= Items listed in a dataset =
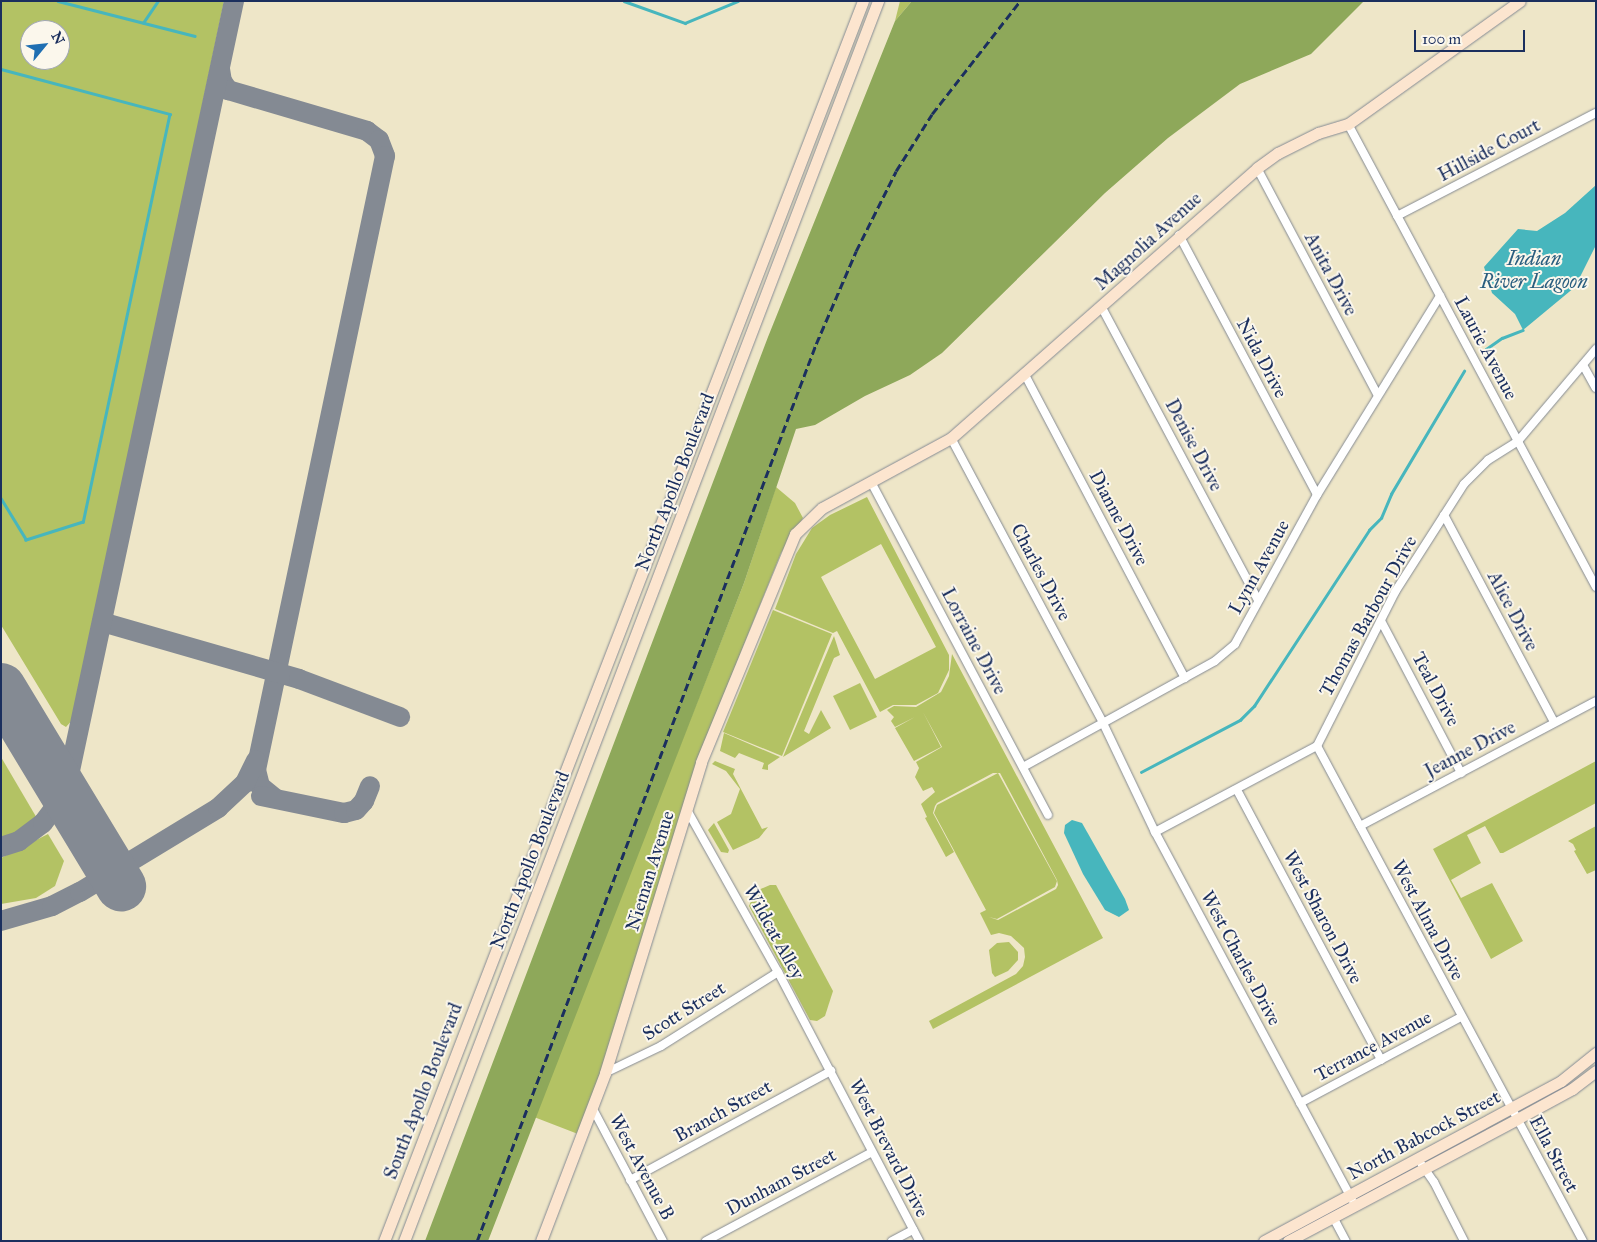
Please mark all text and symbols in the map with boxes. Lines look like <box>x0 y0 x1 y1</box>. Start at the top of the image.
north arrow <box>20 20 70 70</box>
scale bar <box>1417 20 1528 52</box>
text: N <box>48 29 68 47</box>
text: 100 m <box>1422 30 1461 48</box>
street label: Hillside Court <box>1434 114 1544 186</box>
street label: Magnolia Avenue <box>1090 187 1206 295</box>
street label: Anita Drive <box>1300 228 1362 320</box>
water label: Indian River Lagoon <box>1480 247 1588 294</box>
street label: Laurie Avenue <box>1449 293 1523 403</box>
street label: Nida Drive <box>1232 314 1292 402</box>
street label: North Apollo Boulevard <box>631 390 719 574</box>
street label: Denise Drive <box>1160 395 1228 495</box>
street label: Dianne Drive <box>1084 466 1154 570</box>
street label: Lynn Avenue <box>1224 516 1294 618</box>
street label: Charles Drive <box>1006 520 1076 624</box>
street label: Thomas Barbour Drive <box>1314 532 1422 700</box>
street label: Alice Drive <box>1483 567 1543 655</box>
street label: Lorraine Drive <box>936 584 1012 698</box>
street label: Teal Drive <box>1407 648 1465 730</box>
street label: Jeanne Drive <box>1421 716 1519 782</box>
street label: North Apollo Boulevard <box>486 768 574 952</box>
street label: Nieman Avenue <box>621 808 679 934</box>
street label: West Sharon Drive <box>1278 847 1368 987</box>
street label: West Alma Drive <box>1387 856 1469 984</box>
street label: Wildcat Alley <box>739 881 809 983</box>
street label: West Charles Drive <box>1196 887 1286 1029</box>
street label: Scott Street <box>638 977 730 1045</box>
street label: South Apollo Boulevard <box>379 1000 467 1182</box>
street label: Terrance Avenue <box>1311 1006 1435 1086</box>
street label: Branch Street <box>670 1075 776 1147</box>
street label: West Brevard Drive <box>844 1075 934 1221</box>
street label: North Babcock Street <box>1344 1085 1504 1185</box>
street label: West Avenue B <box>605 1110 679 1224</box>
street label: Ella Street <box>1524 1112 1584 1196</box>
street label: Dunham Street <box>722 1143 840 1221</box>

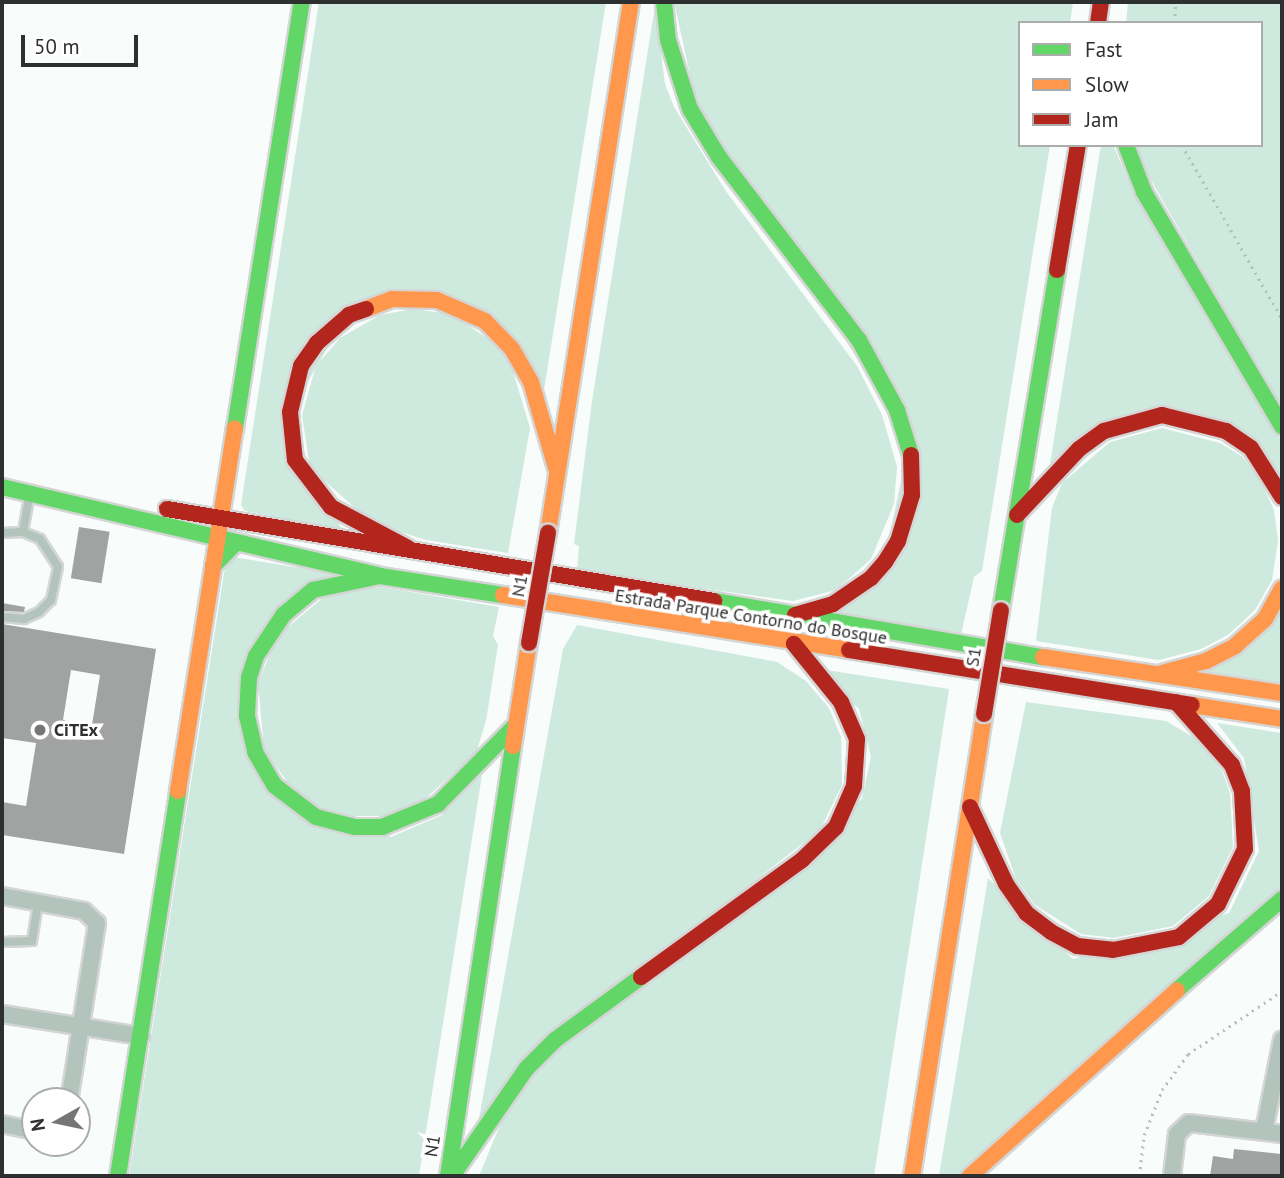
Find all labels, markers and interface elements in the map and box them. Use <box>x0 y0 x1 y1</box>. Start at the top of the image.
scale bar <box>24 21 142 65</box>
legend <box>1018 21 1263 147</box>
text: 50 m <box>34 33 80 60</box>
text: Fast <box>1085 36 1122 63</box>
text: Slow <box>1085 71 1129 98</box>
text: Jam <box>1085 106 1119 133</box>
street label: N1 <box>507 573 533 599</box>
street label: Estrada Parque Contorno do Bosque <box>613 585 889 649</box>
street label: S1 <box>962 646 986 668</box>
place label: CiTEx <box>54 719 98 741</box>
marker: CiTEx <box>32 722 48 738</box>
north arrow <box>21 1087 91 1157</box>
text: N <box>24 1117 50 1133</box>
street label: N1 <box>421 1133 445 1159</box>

= ACTIVITY =
Reproduce each entry precisely, dropping only the pictures.

= ANSWER FOR THE TASK =
Please mark all text and symbols in the map with boxes. Lines look like <box>x0 y0 x1 y1</box>. Start at the top of the image.
north arrow <box>20 20 70 70</box>
scale bar <box>1417 20 1528 52</box>
text: N <box>48 29 68 47</box>
text: 100 m <box>1422 30 1461 48</box>
street label: Hillside Court <box>1434 114 1544 186</box>
street label: Magnolia Avenue <box>1090 187 1206 295</box>
street label: Anita Drive <box>1300 228 1362 320</box>
water label: Indian River Lagoon <box>1480 247 1588 294</box>
street label: Laurie Avenue <box>1449 293 1523 403</box>
street label: Nida Drive <box>1232 314 1292 402</box>
street label: North Apollo Boulevard <box>631 390 719 574</box>
street label: Denise Drive <box>1160 395 1228 495</box>
street label: Dianne Drive <box>1084 466 1154 570</box>
street label: Lynn Avenue <box>1224 516 1294 618</box>
street label: Charles Drive <box>1006 520 1076 624</box>
street label: Thomas Barbour Drive <box>1314 532 1422 700</box>
street label: Alice Drive <box>1483 567 1543 655</box>
street label: Lorraine Drive <box>936 584 1012 698</box>
street label: Teal Drive <box>1407 648 1465 730</box>
street label: Jeanne Drive <box>1421 716 1519 782</box>
street label: North Apollo Boulevard <box>486 768 574 952</box>
street label: Nieman Avenue <box>621 808 679 934</box>
street label: West Sharon Drive <box>1278 847 1368 987</box>
street label: West Alma Drive <box>1387 856 1469 984</box>
street label: Wildcat Alley <box>739 881 809 983</box>
street label: West Charles Drive <box>1196 887 1286 1029</box>
street label: Scott Street <box>638 977 730 1045</box>
street label: South Apollo Boulevard <box>379 1000 467 1182</box>
street label: Terrance Avenue <box>1311 1006 1435 1086</box>
street label: Branch Street <box>670 1075 776 1147</box>
street label: West Brevard Drive <box>844 1075 934 1221</box>
street label: North Babcock Street <box>1344 1085 1504 1185</box>
street label: West Avenue B <box>605 1110 679 1224</box>
street label: Ella Street <box>1524 1112 1584 1196</box>
street label: Dunham Street <box>722 1143 840 1221</box>

Find all labels, markers and interface elements in the map and box them. Use <box>x0 y0 x1 y1</box>. Start at the top of the image.
scale bar <box>24 21 142 65</box>
legend <box>1018 21 1263 147</box>
text: 50 m <box>34 33 80 60</box>
text: Fast <box>1085 36 1122 63</box>
text: Slow <box>1085 71 1129 98</box>
text: Jam <box>1085 106 1119 133</box>
street label: N1 <box>507 573 533 599</box>
street label: Estrada Parque Contorno do Bosque <box>613 585 889 649</box>
street label: S1 <box>962 646 986 668</box>
place label: CiTEx <box>54 719 98 741</box>
marker: CiTEx <box>32 722 48 738</box>
north arrow <box>21 1087 91 1157</box>
text: N <box>24 1117 50 1133</box>
street label: N1 <box>421 1133 445 1159</box>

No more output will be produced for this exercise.